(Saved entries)
···

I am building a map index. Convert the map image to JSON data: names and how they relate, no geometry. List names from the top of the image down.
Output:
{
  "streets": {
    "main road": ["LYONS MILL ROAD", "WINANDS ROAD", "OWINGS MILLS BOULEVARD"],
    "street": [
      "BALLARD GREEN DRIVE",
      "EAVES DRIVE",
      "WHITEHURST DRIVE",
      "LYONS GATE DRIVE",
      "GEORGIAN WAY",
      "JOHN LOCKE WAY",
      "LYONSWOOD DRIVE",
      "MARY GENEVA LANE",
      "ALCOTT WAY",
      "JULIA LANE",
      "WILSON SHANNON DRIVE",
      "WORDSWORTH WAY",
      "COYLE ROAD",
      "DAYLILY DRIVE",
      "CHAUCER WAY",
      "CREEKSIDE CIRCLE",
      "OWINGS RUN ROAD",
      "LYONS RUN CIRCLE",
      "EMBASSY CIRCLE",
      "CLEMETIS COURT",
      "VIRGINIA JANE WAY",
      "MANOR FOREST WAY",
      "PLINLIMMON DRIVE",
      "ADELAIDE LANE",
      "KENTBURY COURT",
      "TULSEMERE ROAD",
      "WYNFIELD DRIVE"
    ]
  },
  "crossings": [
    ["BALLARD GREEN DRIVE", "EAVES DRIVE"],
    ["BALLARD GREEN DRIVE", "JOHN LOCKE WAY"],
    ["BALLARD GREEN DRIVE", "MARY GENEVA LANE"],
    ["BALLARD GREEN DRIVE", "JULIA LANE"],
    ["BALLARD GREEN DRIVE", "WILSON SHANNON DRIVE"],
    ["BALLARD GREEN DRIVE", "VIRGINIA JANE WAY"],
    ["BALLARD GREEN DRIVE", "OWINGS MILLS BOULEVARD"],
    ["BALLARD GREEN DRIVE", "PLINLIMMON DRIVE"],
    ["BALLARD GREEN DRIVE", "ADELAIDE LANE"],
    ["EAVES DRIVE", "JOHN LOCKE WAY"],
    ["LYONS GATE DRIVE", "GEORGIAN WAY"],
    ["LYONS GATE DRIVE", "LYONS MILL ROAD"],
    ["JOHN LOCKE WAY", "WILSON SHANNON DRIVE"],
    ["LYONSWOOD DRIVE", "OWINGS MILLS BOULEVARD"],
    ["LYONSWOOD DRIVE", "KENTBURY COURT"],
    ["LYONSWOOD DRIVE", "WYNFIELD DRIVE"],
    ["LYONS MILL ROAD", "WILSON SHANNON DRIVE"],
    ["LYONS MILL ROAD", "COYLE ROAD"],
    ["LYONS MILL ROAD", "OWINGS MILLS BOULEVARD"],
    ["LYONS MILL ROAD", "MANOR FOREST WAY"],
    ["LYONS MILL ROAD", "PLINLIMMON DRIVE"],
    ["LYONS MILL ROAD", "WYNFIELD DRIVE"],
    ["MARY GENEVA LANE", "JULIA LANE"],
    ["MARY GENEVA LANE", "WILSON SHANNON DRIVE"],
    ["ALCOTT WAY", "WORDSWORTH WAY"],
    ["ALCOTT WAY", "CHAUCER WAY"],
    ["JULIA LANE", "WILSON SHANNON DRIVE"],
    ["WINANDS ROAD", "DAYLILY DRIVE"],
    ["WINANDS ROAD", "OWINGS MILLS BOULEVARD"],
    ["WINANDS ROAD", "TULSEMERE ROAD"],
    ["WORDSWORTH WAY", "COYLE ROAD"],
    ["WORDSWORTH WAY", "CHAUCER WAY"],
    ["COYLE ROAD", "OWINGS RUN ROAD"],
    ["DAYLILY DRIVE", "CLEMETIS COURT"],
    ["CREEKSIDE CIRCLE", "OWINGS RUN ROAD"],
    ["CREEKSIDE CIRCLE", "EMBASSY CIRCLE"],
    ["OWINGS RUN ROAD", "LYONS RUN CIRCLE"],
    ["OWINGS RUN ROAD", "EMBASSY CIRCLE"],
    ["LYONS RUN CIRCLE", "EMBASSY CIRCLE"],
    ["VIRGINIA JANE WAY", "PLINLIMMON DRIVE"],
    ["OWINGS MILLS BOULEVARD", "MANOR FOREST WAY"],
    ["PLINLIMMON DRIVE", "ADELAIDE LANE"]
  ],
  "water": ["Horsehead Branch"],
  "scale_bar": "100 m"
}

···

Exercise: Would you restate the records word for word?

Task output:
I am building a map index. Convert the map image to JSON data: names and how they relate, no geometry. List names from the top of the image down.
Output:
{
  "streets": {
    "main road": ["LYONS MILL ROAD", "WINANDS ROAD", "OWINGS MILLS BOULEVARD"],
    "street": [
      "BALLARD GREEN DRIVE",
      "EAVES DRIVE",
      "WHITEHURST DRIVE",
      "LYONS GATE DRIVE",
      "GEORGIAN WAY",
      "JOHN LOCKE WAY",
      "LYONSWOOD DRIVE",
      "MARY GENEVA LANE",
      "ALCOTT WAY",
      "JULIA LANE",
      "WILSON SHANNON DRIVE",
      "WORDSWORTH WAY",
      "COYLE ROAD",
      "DAYLILY DRIVE",
      "CHAUCER WAY",
      "CREEKSIDE CIRCLE",
      "OWINGS RUN ROAD",
      "LYONS RUN CIRCLE",
      "EMBASSY CIRCLE",
      "CLEMETIS COURT",
      "VIRGINIA JANE WAY",
      "MANOR FOREST WAY",
      "PLINLIMMON DRIVE",
      "ADELAIDE LANE",
      "KENTBURY COURT",
      "TULSEMERE ROAD",
      "WYNFIELD DRIVE"
    ]
  },
  "crossings": [
    ["BALLARD GREEN DRIVE", "EAVES DRIVE"],
    ["BALLARD GREEN DRIVE", "JOHN LOCKE WAY"],
    ["BALLARD GREEN DRIVE", "MARY GENEVA LANE"],
    ["BALLARD GREEN DRIVE", "JULIA LANE"],
    ["BALLARD GREEN DRIVE", "WILSON SHANNON DRIVE"],
    ["BALLARD GREEN DRIVE", "VIRGINIA JANE WAY"],
    ["BALLARD GREEN DRIVE", "OWINGS MILLS BOULEVARD"],
    ["BALLARD GREEN DRIVE", "PLINLIMMON DRIVE"],
    ["BALLARD GREEN DRIVE", "ADELAIDE LANE"],
    ["EAVES DRIVE", "JOHN LOCKE WAY"],
    ["LYONS GATE DRIVE", "GEORGIAN WAY"],
    ["LYONS GATE DRIVE", "LYONS MILL ROAD"],
    ["JOHN LOCKE WAY", "WILSON SHANNON DRIVE"],
    ["LYONSWOOD DRIVE", "OWINGS MILLS BOULEVARD"],
    ["LYONSWOOD DRIVE", "KENTBURY COURT"],
    ["LYONSWOOD DRIVE", "WYNFIELD DRIVE"],
    ["LYONS MILL ROAD", "WILSON SHANNON DRIVE"],
    ["LYONS MILL ROAD", "COYLE ROAD"],
    ["LYONS MILL ROAD", "OWINGS MILLS BOULEVARD"],
    ["LYONS MILL ROAD", "MANOR FOREST WAY"],
    ["LYONS MILL ROAD", "PLINLIMMON DRIVE"],
    ["LYONS MILL ROAD", "WYNFIELD DRIVE"],
    ["MARY GENEVA LANE", "JULIA LANE"],
    ["MARY GENEVA LANE", "WILSON SHANNON DRIVE"],
    ["ALCOTT WAY", "WORDSWORTH WAY"],
    ["ALCOTT WAY", "CHAUCER WAY"],
    ["JULIA LANE", "WILSON SHANNON DRIVE"],
    ["WINANDS ROAD", "DAYLILY DRIVE"],
    ["WINANDS ROAD", "OWINGS MILLS BOULEVARD"],
    ["WINANDS ROAD", "TULSEMERE ROAD"],
    ["WORDSWORTH WAY", "COYLE ROAD"],
    ["WORDSWORTH WAY", "CHAUCER WAY"],
    ["COYLE ROAD", "OWINGS RUN ROAD"],
    ["DAYLILY DRIVE", "CLEMETIS COURT"],
    ["CREEKSIDE CIRCLE", "OWINGS RUN ROAD"],
    ["CREEKSIDE CIRCLE", "EMBASSY CIRCLE"],
    ["OWINGS RUN ROAD", "LYONS RUN CIRCLE"],
    ["OWINGS RUN ROAD", "EMBASSY CIRCLE"],
    ["LYONS RUN CIRCLE", "EMBASSY CIRCLE"],
    ["VIRGINIA JANE WAY", "PLINLIMMON DRIVE"],
    ["OWINGS MILLS BOULEVARD", "MANOR FOREST WAY"],
    ["PLINLIMMON DRIVE", "ADELAIDE LANE"]
  ],
  "water": ["Horsehead Branch"],
  "scale_bar": "100 m"
}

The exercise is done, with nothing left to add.